A rectangular box with a square base and open top is to have a volume of 32 cubic meters. Find the dimensions that minimize the amount of material used.

Let $x$ = side length of the square base, $h$ = height.

Constraint: $V = x^2h = 32$, so $h = \frac{32}{x^2}$

Surface area (objective function): $S(x) = x^2 + 4xh = x^2 + 4x \cdot \frac{32}{x^2} = x^2 + \frac{128}{x}$

Domain: $x > 0$ (physical constraint)

$S'(x) = 2x - \frac{128}{x^2} = \frac{2x^3 - 128}{x^2}$

Setting $S'(x) = 0$: $2x^3 = 128 \implies x^3 = 64 \implies x = 4$

$S''(x) = 2 + \frac{256}{x^3}, \quad S''(4) = 2 + \frac{256}{64} = 6 > 0$

So $x = 4$ gives a minimum. Then $h = \frac{32}{16} = 2$.

Answer: Base $4 \times 4$ meters, height $2$ meters.

A company can sell $x$ items per week at a price of $p(x) = 200 - 0.5x$ dollars each. The cost of producing $x$ items is $C(x) = 1000 + 40x$ dollars. How many items should be produced to maximize profit?

Revenue: $R(x) = xp(x) = x(200 - 0.5x) = 200x - 0.5x^2$

Profit: $P(x) = R(x) - C(x) = 200x - 0.5x^2 - 1000 - 40x = -0.5x^2 + 160x - 1000$

$P'(x) = -x + 160$

Setting $P'(x) = 0$: $x = 160$

$P''(x) = -1 < 0$

So $x = 160$ gives a maximum. The company should produce 160 items per week.

Find the point on the parabola $y = x^2$ closest to the point $(0, 1)$.
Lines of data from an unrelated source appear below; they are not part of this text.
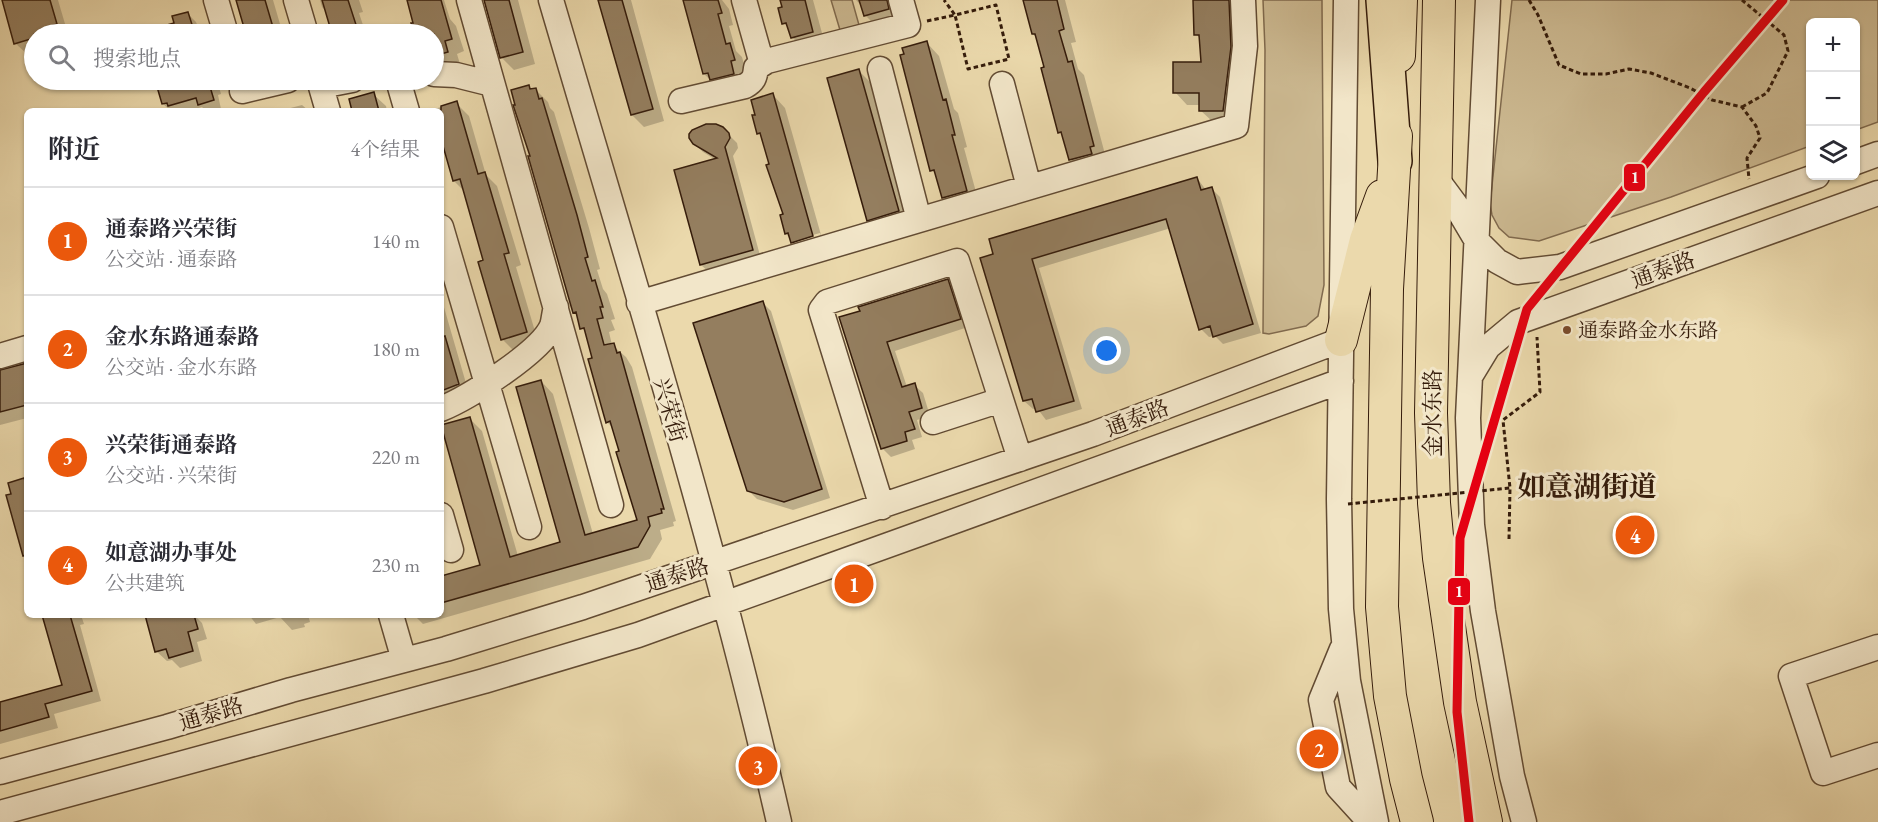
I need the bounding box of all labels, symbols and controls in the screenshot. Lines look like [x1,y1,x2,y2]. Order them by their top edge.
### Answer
map controls [1806,18,1860,180]
button: + [1806,18,1860,72]
search box [24,24,444,90]
icon: search [45,41,78,74]
text: 搜索地点 [93,44,181,73]
button: − [1806,72,1860,126]
button: layers [1806,126,1860,180]
text: 附近 [48,132,100,166]
text: 4个结果 [350,136,420,162]
line badge: 1 [1623,163,1646,192]
text: 1 [1631,167,1639,188]
text: 通泰路兴荣街 [105,214,237,243]
text: 1 [62,228,73,254]
text: 140 m [372,228,420,254]
street label: 通泰路 [1627,245,1699,295]
text: 公交站 · 通泰路 [105,246,237,272]
place label: 通泰路金水东路 [1578,317,1718,343]
text: 金水东路通泰路 [105,322,259,351]
marker: 通泰路金水东路 [1561,324,1573,336]
text: 2 [62,336,73,362]
text: 180 m [372,336,420,362]
your location [1092,336,1121,365]
text: 公交站 · 金水东路 [105,354,257,380]
street label: 金水东路 [1418,369,1447,457]
street label: 兴荣街 [647,374,693,446]
street label: 通泰路 [1101,393,1173,443]
text: 兴荣街通泰路 [105,430,237,459]
text: 3 [62,444,73,470]
text: 220 m [372,444,420,470]
text: 公交站 · 兴荣街 [105,462,237,488]
district label: 如意湖街道 [1517,468,1657,504]
pin: 4 [1616,512,1654,558]
text: 如意湖办事处 [105,538,237,567]
street label: 通泰路 [641,551,713,599]
text: 4 [62,552,73,578]
text: 230 m [372,552,420,578]
pin: 1 [834,562,874,606]
text: 公共建筑 [105,570,185,596]
line badge: 1 [1447,577,1471,606]
text: 1 [1455,581,1463,602]
street label: 通泰路 [175,690,247,738]
pin: 2 [1300,726,1338,771]
pin: 3 [738,744,777,789]

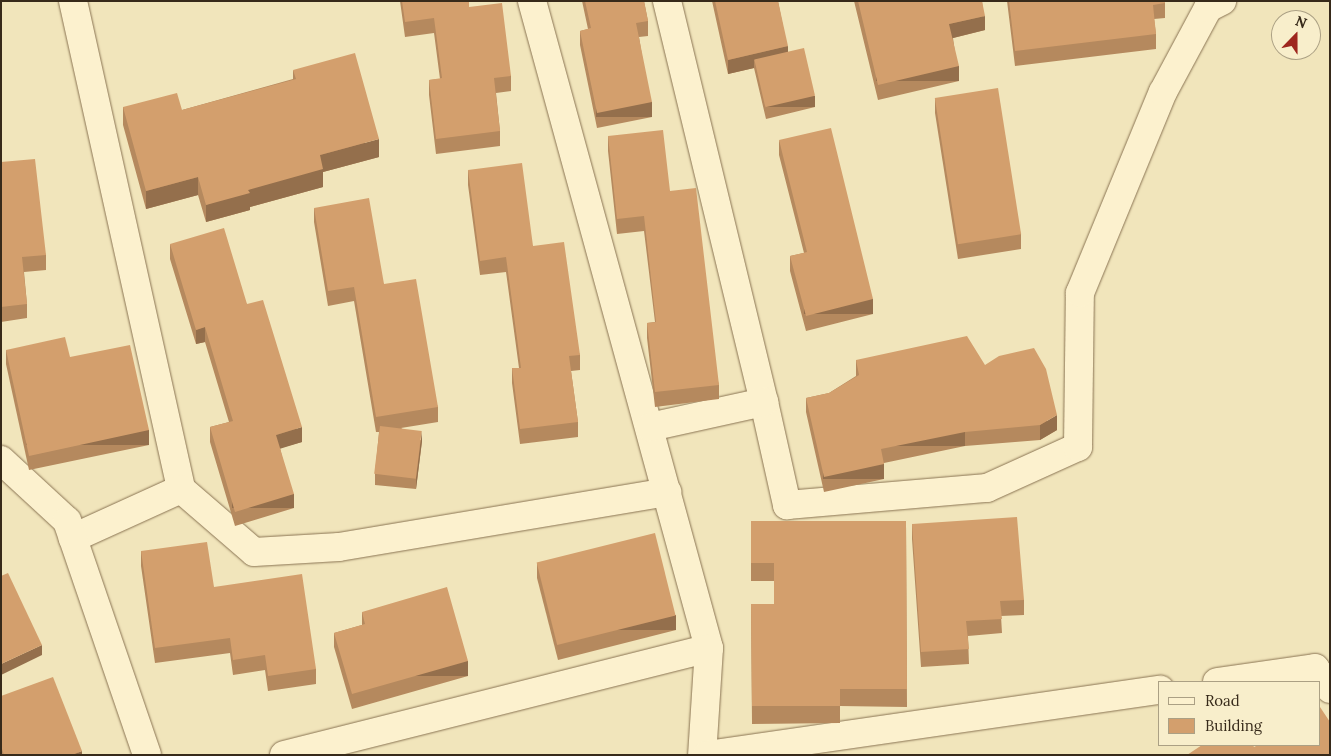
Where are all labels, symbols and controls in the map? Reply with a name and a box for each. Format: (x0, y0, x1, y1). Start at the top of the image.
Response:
north arrow (1271, 10, 1321, 60)
text: N (1293, 12, 1310, 32)
legend (1158, 681, 1321, 746)
text: Road (1205, 691, 1240, 710)
text: Building (1205, 716, 1262, 735)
Distance from $(x, x^2)$ to $(0, 1)$: $D(x) = \sqrt{x^2 + (x^2 - 1)^2}$

To simplify, minimize $D^2$ instead: $f(x) = x^2 + (x^2 - 1)^2 = x^2 + x^4 - 2x^2 + 1 = x^4 - x^2 + 1$

$f'(x) = 4x^3 - 2x = 2x(2x^2 - 1)$

Critical points: $x = 0, \pm\frac{1}{\sqrt{2}}$

$f''(x) = 12x^2 - 2$

At $x = 0$: $f''(0) = -2 < 0$ (local maximum) At $x = \pm\frac{1}{\sqrt{2}}$: $f''\left(\frac{1}{\sqrt{2}}\right) = 12 \cdot \frac{1}{2} - 2 = 4 > 0$ (local minimum)

The closest points are $\left(\pm\frac{1}{\sqrt{2}}, \frac{1}{2}\right)$, each at distance $\frac{1}{\sqrt{2}}$ from $(0, 1)$.